Étude SEPTAVIH : évolution du statut de " fragilité " chez les personnes séropositives de 70 ans et plus

Menée en France, où l'on estime que 20 % des personnes vivant avec le VIH seront âgées de 70 ans et plus à l'aube de 2030, l'étude ANRS SEPTAVIH montre une aggravation du statut de fragilité (frailty en anglais) chez 18 % des patients séropositifs âgés de 70 ans et plus et ce, sur un laps de temps court de seulement un an. Parmi les principaux facteurs de risque associés à cette évolution rapide, on retiendra le nombre de comorbidités, ainsi qu'un nombre peu élevé de cellules CD4.

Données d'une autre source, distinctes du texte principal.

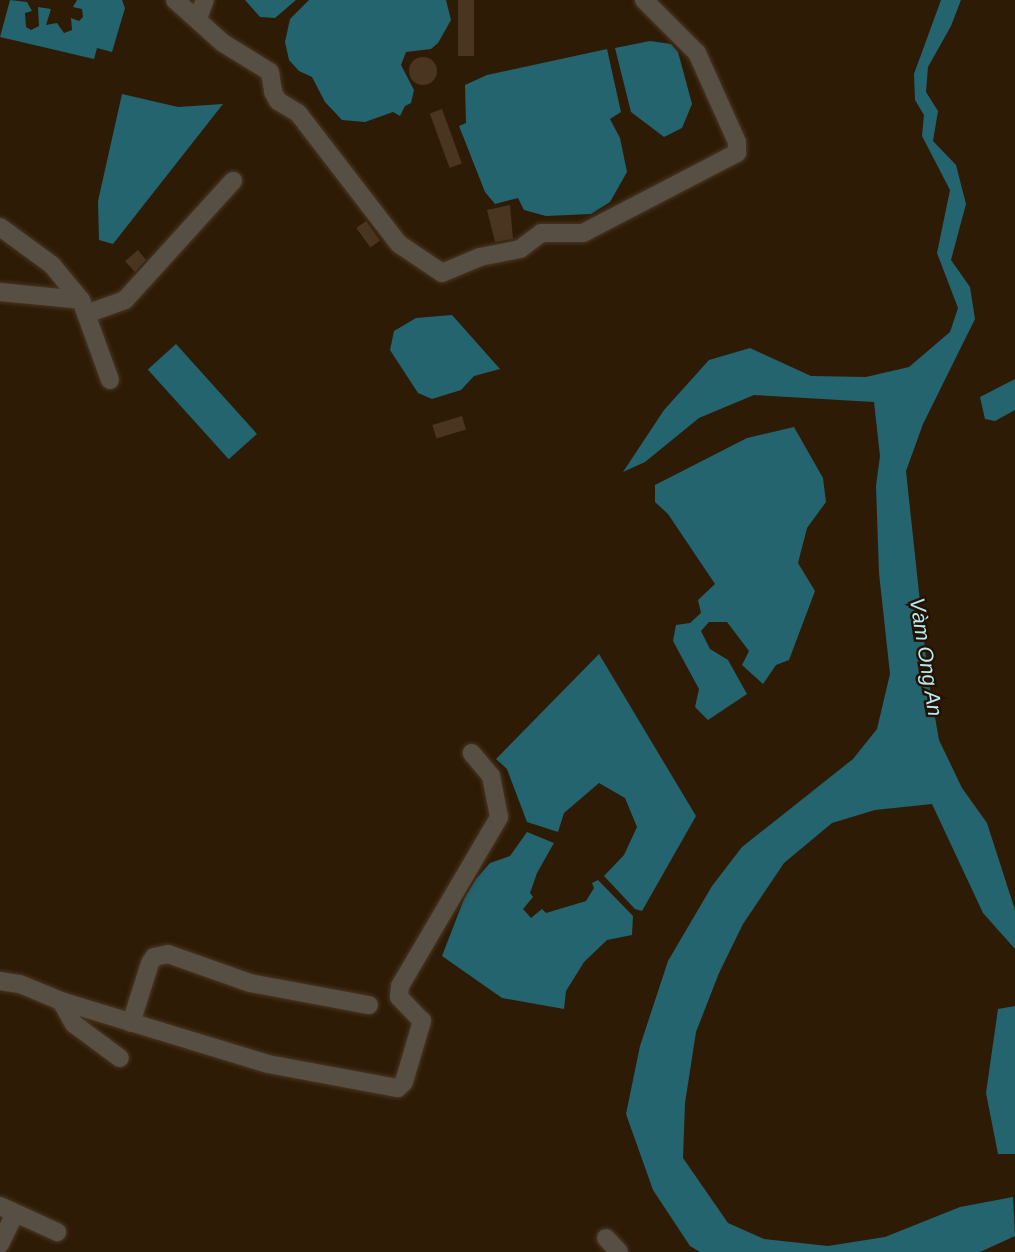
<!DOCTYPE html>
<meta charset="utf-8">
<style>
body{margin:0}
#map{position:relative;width:1015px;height:1252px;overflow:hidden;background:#2e1b06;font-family:Arial,sans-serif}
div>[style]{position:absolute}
.water>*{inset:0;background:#23646f;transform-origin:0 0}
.building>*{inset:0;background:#4a3520;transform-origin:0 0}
.round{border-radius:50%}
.roads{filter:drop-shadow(0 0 2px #493723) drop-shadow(0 0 2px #493723)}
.minor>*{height:18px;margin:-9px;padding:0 9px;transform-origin:9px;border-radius:9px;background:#574f44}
span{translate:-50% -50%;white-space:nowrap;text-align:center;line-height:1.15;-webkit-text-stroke:5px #241100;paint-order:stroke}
.water-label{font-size:21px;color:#b5eaf5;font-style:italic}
</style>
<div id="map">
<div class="water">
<div style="clip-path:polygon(10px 0,27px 2px,32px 11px,25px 13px,26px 27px,31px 30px,39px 26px,38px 7px,51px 9px,46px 25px,57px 23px,64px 33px,72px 30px,71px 18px,79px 21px,83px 17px,82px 9px,73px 7px,77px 0,122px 0,125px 8px,112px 52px,97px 48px,94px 59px,0 37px)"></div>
<div style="clip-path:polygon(245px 0,296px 0,275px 18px,260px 17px)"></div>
<div style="clip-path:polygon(309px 0,446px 0,451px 20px,438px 43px,431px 49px,406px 52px,401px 65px,414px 90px,411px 103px,405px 106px,400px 116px,393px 112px,365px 122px,342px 120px,325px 102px,312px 77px,299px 71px,289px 60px,285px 42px,290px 19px)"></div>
<div style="clip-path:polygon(941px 0,961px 0,951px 26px,928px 67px,926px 92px,938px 111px,933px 141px,956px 165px,966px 204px,951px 260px,970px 287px,975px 319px,923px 424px,906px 471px,928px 677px,939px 740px,962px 788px,987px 823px,1015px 910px,1015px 949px,983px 913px,932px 804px,875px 810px,832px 823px,784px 863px,743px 924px,719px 973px,696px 1032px,685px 1103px,683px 1158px,728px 1223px,764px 1239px,828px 1246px,885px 1237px,960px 1207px,1013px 1197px,1015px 1236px,980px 1252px,700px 1252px,690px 1246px,653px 1190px,626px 1114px,640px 1046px,668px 961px,712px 886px,742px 847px,853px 759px,877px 729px,890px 674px,879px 573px,876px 486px,880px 456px,874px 402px,754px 395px,699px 418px,645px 462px,623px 472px,664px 410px,709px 360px,750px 348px,811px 376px,866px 377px,909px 367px,950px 332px,958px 308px,937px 253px,950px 190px,922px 136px,924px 115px,915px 100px,914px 74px)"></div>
<div style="clip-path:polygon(650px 41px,671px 44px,678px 52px,692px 104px,682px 128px,664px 137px,631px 112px,615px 48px)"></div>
<div style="clip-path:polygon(607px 49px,621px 112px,610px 119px,620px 138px,627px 172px,610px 202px,591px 214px,546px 216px,524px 210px,518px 198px,495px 204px,485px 192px,459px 126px,466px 123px,465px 85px,487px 75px)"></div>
<div style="clip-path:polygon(122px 94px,178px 107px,223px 104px,113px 244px,99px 240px,98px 201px)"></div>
<div style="clip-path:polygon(452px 315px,500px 369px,474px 376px,461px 390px,432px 399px,418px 393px,390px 350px,394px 331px,416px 318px)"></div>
<div style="left:176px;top:344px;width:121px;height:38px;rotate:48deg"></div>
<div style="clip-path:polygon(1015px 379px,1015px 410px,995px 421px,985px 419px,980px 397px)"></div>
<div style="clip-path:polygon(794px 427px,823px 478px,826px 502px,807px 528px,798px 563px,815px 591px,789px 660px,776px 665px,763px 684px,742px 665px,749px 651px,727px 622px,709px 622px,701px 631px,710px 649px,728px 660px,747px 694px,708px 720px,695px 707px,699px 689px,673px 641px,676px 625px,690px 623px,701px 613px,698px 600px,715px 584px,668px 514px,655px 502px,655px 485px,747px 438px)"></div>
<div style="clip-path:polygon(599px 654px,696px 816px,642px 911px,635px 909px,604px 876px,624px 855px,637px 827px,625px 798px,599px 783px,564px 813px,558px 832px,527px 822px,507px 769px,496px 759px)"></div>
<div style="clip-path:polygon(527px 832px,554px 843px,537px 873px,530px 893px,533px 897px,523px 909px,531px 918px,542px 909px,546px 913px,586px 901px,594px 888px,592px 883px,598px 880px,633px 916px,632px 935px,607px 940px,584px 962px,566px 991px,564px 1009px,502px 998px,442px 956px,464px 899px,476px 879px,490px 863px,510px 856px)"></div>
<div style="clip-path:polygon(1015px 1006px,1015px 1154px,998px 1154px,986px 1093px,998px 1009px)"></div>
</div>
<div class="building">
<div style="left:458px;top:0;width:16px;height:56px"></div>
<div class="round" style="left:409px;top:57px;width:28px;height:28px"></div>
<div style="left:442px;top:109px;width:58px;height:13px;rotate:70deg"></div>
<div style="clip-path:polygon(510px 205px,513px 239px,495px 242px,487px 210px)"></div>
<div style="left:366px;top:221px;width:24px;height:12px;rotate:54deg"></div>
<div style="clip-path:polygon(138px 250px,146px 260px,135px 272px,125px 261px)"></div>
<div style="left:462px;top:416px;width:14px;height:31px;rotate:73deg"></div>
</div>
<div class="roads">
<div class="minor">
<div style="left:175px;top:0;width:64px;rotate:41.9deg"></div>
<div style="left:223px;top:43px;width:55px;rotate:31.7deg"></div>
<div style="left:270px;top:72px;width:20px;rotate:81deg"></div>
<div style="left:273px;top:92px;width:10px;rotate:61deg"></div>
<div style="left:278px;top:101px;width:23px;rotate:31deg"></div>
<div style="left:298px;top:113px;width:165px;rotate:52.4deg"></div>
<div style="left:399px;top:244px;width:52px;rotate:34deg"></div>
<div style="left:442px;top:273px;width:41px;rotate:-22.8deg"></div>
<div style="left:480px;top:257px;width:41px;rotate:-11.3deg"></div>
<div style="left:520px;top:249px;width:26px;rotate:-37deg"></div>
<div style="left:541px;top:233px;width:42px"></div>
<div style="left:583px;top:233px;width:174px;rotate:-27.5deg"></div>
<div style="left:737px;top:153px;width:11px;rotate:-90deg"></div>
<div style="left:737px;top:142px;width:98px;rotate:-114.2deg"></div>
<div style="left:697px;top:53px;width:75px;rotate:-135deg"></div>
<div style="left:198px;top:18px;width:19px;rotate:-69deg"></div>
<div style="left:0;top:227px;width:64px;rotate:36.2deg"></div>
<div style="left:52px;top:265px;width:45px;rotate:50.4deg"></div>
<div style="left:81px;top:300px;width:85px;rotate:70.1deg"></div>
<div style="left:0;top:292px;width:81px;rotate:5.6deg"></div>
<div style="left:86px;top:314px;width:41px;rotate:-19.7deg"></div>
<div style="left:125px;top:300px;width:161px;rotate:-47.8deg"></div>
<div style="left:0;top:981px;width:20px;rotate:9deg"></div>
<div style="left:20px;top:984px;width:44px;rotate:22.5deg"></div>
<div style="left:61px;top:1001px;width:216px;rotate:16.9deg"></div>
<div style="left:268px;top:1064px;width:132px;rotate:10.5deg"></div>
<div style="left:398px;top:1088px;width:8px;rotate:-45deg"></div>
<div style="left:404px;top:1082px;width:64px;rotate:-73.6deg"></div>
<div style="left:422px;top:1021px;width:33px;rotate:-134deg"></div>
<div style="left:399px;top:997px;width:11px;rotate:-85deg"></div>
<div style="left:400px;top:986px;width:196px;rotate:-59.6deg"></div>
<div style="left:499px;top:817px;width:42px;rotate:-101deg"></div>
<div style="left:491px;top:776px;width:30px;rotate:-130deg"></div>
<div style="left:61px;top:1001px;width:26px;rotate:61deg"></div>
<div style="left:74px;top:1024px;width:57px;rotate:36.5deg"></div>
<div style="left:131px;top:1023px;width:63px;rotate:-72.4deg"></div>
<div style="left:150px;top:963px;width:7px;rotate:-56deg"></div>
<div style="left:154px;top:957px;width:14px;rotate:-12deg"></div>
<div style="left:168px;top:954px;width:87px;rotate:19.5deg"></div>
<div style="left:250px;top:983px;width:121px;rotate:10.5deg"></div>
<div style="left:0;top:1206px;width:63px;rotate:24.5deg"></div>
<div style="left:606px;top:1238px;width:19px;rotate:47deg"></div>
<div style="left:0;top:1244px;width:34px;rotate:-64deg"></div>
</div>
</div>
<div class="water-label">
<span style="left:926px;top:657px;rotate:81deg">Vàm Ong An</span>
</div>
</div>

Durant un an, les investigateurs de cette étude ont suivi 508 personnes vivant avec le VIH, âgées de 73,5 ans en moyenne, afin d'observer l'évolution de leur statut de fragilité. Sur cette courte période de temps, on a constaté que 18 % des patients ont vu leur niveau de fragilité augmenter, alors que 14 % d'entre eux ont vu leurs capacités fonctionnelles s'améliorer.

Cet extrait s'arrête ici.